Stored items
▼

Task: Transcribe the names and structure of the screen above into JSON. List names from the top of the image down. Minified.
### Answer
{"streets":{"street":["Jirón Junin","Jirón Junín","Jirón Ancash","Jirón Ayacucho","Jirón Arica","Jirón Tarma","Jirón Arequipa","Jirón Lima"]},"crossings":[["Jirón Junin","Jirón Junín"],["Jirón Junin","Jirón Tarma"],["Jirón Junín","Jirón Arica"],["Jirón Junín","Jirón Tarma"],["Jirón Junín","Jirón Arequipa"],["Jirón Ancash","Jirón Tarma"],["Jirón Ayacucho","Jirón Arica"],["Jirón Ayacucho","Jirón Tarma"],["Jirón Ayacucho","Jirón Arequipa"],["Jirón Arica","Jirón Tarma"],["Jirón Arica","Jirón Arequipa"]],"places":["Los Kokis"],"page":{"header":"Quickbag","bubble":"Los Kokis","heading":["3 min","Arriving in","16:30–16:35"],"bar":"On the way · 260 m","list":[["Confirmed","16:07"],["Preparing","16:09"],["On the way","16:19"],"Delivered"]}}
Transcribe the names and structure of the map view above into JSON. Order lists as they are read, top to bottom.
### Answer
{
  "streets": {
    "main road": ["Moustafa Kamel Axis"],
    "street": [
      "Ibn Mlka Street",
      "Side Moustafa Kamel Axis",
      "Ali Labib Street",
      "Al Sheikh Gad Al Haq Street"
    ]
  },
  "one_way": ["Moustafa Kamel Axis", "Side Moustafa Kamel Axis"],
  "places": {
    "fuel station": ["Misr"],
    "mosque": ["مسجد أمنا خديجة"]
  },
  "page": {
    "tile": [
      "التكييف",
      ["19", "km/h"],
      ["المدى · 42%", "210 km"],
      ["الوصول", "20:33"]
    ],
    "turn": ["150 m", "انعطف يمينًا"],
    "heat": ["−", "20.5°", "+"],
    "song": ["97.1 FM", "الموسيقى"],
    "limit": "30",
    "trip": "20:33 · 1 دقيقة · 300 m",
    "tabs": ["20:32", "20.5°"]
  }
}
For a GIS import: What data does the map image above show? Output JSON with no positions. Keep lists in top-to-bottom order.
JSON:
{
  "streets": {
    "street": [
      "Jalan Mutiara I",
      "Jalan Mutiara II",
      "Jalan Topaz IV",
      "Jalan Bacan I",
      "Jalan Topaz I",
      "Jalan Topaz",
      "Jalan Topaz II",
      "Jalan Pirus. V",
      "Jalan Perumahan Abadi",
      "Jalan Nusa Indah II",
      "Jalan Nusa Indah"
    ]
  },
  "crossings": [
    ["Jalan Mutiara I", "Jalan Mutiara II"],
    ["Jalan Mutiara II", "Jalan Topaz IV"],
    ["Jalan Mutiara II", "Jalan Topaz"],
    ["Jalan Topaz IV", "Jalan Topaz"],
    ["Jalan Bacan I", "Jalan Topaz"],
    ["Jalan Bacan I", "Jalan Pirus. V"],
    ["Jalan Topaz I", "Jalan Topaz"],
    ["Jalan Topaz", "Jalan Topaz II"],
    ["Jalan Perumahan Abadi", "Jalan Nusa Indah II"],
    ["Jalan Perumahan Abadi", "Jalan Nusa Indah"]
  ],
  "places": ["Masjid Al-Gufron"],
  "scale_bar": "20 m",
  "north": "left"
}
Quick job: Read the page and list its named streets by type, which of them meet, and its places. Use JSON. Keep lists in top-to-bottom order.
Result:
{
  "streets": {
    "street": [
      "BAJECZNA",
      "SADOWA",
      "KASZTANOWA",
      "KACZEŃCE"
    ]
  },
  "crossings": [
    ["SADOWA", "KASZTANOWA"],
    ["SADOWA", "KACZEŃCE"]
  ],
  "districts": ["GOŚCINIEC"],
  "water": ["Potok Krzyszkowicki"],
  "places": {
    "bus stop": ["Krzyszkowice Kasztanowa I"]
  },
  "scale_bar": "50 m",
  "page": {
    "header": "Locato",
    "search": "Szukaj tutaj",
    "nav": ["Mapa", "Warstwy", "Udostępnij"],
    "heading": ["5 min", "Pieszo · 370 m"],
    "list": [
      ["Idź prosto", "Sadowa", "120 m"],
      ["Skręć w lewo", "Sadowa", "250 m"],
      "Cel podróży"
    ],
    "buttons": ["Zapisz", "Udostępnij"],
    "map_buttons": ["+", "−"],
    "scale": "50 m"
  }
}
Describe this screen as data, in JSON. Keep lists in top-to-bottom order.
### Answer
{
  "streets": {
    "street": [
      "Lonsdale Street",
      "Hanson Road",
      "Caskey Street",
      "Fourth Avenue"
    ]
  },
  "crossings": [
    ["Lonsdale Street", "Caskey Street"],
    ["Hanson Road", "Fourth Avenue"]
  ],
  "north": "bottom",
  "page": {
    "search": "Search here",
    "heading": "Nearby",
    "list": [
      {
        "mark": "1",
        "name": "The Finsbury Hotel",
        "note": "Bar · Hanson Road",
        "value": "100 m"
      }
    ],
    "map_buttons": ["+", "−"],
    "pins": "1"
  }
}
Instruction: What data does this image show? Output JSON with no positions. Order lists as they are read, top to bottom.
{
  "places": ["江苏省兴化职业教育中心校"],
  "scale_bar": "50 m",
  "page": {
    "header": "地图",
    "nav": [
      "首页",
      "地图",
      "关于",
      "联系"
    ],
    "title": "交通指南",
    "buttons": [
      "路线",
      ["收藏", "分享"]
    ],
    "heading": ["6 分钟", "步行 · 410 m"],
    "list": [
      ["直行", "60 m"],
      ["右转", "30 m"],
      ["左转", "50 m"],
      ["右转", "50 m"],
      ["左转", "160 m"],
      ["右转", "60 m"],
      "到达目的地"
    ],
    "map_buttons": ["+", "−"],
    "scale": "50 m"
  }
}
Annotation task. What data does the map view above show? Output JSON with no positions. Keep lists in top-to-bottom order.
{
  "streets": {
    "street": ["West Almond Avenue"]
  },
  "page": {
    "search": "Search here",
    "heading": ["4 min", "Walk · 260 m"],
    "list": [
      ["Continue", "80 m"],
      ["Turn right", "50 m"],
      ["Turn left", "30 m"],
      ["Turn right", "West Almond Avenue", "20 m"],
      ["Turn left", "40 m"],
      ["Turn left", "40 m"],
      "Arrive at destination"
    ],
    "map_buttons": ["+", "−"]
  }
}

▲

REQUIREMENT = With the string "into" as the key, filter the data above and show the lines that match.

EXERCISE OUTPUT =
Task: Transcribe the names and structure of the screen above into JSON. List names from the top of the image down. Minified.
Transcribe the names and structure of the map view above into JSON. Order lists as they are read, top to bottom.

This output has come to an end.